◆ Records supplied ◆
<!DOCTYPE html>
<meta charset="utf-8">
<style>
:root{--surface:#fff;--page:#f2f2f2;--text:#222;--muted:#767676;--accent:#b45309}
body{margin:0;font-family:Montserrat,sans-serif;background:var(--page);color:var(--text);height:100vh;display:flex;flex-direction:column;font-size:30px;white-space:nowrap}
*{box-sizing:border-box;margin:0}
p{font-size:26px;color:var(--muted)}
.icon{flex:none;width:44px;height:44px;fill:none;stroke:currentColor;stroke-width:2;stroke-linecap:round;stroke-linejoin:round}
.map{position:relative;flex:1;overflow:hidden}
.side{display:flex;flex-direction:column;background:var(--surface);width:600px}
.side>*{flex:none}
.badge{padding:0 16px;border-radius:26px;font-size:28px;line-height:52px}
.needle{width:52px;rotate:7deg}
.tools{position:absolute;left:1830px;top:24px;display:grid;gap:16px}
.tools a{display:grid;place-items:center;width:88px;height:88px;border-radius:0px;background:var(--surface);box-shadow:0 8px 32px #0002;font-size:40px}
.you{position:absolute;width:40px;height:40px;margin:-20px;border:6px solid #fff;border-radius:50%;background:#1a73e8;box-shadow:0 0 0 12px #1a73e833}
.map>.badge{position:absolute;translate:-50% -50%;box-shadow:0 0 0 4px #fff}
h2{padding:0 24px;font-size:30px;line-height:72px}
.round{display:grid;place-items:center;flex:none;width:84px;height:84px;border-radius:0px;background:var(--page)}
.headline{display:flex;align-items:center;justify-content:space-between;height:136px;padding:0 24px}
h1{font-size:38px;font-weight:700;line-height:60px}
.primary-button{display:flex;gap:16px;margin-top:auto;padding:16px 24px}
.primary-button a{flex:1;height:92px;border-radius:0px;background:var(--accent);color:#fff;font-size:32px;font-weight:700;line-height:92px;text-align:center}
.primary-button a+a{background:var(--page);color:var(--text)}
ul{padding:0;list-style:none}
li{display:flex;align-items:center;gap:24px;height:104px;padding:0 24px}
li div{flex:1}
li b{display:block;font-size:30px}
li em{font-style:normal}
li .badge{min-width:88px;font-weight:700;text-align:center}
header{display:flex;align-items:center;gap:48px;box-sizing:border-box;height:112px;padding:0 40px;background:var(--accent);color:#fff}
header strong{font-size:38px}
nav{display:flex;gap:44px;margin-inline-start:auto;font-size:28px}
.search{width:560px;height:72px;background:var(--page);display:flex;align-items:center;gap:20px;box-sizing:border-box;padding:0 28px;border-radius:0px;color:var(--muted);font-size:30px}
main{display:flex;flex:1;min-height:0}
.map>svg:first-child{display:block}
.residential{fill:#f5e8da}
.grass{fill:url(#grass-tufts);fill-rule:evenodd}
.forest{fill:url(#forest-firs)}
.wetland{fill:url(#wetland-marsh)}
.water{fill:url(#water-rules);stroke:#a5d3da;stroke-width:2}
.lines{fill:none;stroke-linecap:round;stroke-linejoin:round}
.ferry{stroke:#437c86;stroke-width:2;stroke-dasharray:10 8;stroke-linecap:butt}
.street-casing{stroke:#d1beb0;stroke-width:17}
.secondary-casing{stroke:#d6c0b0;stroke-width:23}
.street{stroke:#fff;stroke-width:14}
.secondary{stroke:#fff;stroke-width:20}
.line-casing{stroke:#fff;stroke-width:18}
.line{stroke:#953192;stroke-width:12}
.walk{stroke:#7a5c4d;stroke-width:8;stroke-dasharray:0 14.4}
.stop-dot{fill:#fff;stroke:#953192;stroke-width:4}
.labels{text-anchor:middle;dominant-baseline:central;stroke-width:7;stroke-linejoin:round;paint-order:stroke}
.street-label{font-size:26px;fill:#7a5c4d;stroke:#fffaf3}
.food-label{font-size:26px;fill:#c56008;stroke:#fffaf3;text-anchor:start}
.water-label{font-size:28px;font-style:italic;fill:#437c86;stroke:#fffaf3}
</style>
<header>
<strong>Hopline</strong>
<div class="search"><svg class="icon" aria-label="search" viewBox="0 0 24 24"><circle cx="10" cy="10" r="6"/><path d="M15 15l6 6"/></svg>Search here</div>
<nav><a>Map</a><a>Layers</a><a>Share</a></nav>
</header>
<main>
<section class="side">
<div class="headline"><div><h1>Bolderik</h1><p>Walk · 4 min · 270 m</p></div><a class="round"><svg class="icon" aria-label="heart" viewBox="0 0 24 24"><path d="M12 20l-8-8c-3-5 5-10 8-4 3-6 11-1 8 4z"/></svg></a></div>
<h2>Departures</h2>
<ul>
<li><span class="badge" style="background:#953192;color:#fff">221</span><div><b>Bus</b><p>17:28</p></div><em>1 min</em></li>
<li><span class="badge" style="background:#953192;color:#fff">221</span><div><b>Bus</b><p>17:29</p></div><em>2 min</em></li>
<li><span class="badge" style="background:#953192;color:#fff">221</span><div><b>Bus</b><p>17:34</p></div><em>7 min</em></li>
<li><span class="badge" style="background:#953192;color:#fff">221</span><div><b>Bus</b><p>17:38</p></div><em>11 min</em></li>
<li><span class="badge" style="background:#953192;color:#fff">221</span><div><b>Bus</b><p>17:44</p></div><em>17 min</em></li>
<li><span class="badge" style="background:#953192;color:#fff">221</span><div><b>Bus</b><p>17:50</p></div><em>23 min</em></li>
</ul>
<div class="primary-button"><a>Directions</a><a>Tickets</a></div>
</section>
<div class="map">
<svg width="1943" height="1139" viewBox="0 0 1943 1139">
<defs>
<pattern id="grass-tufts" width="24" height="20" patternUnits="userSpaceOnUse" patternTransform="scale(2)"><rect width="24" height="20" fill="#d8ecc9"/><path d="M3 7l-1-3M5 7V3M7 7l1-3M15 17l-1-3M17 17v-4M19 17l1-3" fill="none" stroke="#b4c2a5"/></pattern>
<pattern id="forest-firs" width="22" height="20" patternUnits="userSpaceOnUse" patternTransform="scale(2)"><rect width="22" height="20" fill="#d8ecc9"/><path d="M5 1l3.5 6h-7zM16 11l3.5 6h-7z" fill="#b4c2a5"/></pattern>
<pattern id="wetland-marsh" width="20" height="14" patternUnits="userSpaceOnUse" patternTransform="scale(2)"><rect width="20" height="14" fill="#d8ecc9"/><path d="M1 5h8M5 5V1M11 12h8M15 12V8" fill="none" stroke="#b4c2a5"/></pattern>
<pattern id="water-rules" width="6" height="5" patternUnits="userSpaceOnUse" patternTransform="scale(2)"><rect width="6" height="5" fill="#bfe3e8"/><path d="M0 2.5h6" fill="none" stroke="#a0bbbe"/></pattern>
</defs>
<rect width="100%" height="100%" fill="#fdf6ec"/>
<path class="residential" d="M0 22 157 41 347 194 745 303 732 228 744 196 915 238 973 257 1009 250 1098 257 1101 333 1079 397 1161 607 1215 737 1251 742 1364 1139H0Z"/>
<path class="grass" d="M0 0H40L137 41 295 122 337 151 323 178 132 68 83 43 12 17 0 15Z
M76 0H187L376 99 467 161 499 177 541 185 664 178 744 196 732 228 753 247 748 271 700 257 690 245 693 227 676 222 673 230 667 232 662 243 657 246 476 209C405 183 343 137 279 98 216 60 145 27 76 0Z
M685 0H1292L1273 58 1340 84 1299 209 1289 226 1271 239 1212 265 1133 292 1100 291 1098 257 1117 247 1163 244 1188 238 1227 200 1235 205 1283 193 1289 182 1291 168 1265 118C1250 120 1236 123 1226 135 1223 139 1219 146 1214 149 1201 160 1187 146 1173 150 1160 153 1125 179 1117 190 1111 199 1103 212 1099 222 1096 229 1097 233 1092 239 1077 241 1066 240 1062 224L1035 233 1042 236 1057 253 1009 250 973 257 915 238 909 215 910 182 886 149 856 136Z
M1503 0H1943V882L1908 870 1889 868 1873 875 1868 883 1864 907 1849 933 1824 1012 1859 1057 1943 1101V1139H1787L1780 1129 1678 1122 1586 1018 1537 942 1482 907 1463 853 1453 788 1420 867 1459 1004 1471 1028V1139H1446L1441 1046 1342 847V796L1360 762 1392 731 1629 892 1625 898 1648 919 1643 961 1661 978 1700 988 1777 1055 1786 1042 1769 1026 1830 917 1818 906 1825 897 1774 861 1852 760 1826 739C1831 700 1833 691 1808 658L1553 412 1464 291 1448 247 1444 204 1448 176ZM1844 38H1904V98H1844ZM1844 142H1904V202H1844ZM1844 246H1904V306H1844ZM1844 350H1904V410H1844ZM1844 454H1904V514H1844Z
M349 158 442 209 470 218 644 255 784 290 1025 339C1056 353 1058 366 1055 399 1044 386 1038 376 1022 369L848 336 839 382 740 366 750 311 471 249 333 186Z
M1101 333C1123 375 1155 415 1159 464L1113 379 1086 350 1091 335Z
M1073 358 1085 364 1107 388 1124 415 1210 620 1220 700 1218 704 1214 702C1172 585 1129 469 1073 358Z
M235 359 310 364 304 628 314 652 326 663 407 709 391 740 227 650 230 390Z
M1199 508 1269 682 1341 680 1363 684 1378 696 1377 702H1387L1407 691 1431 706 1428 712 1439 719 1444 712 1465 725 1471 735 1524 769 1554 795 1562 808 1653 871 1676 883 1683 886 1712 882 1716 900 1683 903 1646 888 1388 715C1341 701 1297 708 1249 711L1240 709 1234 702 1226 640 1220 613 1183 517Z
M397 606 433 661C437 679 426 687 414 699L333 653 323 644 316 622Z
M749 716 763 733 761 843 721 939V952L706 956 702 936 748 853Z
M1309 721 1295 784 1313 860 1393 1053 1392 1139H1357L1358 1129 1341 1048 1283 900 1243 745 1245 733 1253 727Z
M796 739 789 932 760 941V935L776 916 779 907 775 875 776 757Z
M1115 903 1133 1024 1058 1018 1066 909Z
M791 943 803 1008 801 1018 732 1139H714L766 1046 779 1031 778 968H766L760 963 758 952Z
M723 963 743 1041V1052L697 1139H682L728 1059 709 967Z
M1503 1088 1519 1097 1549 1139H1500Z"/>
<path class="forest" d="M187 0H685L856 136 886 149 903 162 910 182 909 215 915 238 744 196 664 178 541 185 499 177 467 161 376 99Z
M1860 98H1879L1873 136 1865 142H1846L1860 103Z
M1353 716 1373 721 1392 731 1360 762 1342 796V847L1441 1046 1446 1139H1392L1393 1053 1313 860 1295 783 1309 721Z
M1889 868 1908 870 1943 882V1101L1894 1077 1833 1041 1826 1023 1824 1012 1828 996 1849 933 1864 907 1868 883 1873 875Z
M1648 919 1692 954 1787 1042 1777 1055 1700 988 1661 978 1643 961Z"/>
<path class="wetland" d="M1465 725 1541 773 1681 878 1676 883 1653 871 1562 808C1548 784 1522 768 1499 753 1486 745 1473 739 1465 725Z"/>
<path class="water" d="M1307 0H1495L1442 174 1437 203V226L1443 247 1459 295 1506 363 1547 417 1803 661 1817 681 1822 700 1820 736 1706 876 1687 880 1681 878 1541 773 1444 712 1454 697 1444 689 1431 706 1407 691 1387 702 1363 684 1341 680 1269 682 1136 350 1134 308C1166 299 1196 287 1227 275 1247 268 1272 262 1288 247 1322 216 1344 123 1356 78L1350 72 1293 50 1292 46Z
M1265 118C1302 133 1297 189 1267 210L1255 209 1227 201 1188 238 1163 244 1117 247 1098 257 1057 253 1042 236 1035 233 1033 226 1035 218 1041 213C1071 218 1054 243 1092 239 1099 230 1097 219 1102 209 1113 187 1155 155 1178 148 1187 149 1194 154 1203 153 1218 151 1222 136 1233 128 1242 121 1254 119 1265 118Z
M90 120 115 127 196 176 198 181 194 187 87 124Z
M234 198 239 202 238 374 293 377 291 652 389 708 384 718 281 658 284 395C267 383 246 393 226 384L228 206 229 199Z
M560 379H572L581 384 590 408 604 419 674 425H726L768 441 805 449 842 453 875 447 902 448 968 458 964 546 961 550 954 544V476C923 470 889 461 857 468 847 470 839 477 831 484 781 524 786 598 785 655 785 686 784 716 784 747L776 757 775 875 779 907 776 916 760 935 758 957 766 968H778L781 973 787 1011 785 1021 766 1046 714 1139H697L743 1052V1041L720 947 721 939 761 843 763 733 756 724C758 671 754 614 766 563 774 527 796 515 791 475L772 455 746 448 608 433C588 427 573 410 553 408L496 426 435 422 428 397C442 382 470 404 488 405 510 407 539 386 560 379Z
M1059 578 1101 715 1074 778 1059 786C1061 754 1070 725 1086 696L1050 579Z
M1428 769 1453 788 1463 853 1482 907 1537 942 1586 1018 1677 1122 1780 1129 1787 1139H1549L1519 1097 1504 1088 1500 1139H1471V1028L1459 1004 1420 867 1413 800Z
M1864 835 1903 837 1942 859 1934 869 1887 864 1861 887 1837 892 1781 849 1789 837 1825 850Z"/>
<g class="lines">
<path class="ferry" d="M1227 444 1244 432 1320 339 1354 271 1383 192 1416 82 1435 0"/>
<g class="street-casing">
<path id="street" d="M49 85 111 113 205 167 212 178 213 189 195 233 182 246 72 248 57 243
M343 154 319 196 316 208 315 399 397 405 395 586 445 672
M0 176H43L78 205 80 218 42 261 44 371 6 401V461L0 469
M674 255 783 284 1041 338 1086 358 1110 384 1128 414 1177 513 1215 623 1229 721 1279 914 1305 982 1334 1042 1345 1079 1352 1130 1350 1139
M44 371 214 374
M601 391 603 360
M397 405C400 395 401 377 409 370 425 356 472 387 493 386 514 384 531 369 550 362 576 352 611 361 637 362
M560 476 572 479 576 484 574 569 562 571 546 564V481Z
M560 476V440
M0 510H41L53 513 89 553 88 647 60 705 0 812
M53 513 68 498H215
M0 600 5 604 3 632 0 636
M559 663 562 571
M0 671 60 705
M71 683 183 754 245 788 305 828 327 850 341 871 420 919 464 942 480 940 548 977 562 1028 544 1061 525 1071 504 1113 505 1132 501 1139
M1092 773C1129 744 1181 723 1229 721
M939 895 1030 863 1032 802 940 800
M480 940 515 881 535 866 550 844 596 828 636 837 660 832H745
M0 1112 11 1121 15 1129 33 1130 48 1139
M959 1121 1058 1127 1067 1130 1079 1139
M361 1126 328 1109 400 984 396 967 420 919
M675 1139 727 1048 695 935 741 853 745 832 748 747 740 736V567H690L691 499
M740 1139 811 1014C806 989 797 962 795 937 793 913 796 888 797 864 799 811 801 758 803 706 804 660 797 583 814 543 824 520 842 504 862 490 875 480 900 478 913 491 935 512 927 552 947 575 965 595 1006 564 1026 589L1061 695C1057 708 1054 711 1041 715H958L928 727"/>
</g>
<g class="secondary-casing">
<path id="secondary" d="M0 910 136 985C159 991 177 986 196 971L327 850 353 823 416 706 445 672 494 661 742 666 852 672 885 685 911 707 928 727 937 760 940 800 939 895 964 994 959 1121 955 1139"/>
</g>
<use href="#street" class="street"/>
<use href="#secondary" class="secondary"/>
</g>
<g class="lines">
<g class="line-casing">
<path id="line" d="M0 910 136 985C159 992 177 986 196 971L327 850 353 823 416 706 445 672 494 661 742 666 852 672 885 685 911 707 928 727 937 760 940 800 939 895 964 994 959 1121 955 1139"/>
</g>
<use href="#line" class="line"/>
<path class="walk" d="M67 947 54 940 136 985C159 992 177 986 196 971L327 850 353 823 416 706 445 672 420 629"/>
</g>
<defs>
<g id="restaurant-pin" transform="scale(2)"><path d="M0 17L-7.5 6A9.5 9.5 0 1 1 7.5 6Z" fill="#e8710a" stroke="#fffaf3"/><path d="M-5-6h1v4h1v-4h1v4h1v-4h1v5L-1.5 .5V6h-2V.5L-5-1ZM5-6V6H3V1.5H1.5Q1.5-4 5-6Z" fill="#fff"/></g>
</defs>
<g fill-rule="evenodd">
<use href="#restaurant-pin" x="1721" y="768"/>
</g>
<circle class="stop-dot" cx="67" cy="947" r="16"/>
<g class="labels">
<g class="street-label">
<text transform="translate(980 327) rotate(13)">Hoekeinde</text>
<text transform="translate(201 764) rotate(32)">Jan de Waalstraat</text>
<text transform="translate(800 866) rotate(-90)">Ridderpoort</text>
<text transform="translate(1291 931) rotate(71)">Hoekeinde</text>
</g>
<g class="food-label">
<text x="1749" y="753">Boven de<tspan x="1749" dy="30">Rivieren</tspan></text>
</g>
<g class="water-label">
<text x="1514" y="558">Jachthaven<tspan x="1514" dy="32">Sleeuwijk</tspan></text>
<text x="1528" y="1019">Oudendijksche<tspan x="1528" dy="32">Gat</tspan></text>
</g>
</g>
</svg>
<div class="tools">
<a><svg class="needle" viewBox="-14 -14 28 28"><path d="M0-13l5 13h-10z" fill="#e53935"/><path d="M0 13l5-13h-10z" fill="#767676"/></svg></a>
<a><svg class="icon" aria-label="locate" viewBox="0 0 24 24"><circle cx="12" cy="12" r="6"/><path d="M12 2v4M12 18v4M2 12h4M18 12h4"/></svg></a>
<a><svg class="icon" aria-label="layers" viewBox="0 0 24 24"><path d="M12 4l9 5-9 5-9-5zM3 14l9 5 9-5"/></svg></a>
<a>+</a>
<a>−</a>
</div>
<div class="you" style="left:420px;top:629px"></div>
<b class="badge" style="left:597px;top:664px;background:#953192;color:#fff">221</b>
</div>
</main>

◆ Exercise objective ◆
Would you copy all lines in the records where the string "column" appears?

◆ Response box ◆
body{margin:0;font-family:Montserrat,sans-serif;background:var(--page);color:var(--text);height:100vh;display:flex;flex-direction:column;font-size:30px;white-space:nowrap}
.side{display:flex;flex-direction:column;background:var(--surface);width:600px}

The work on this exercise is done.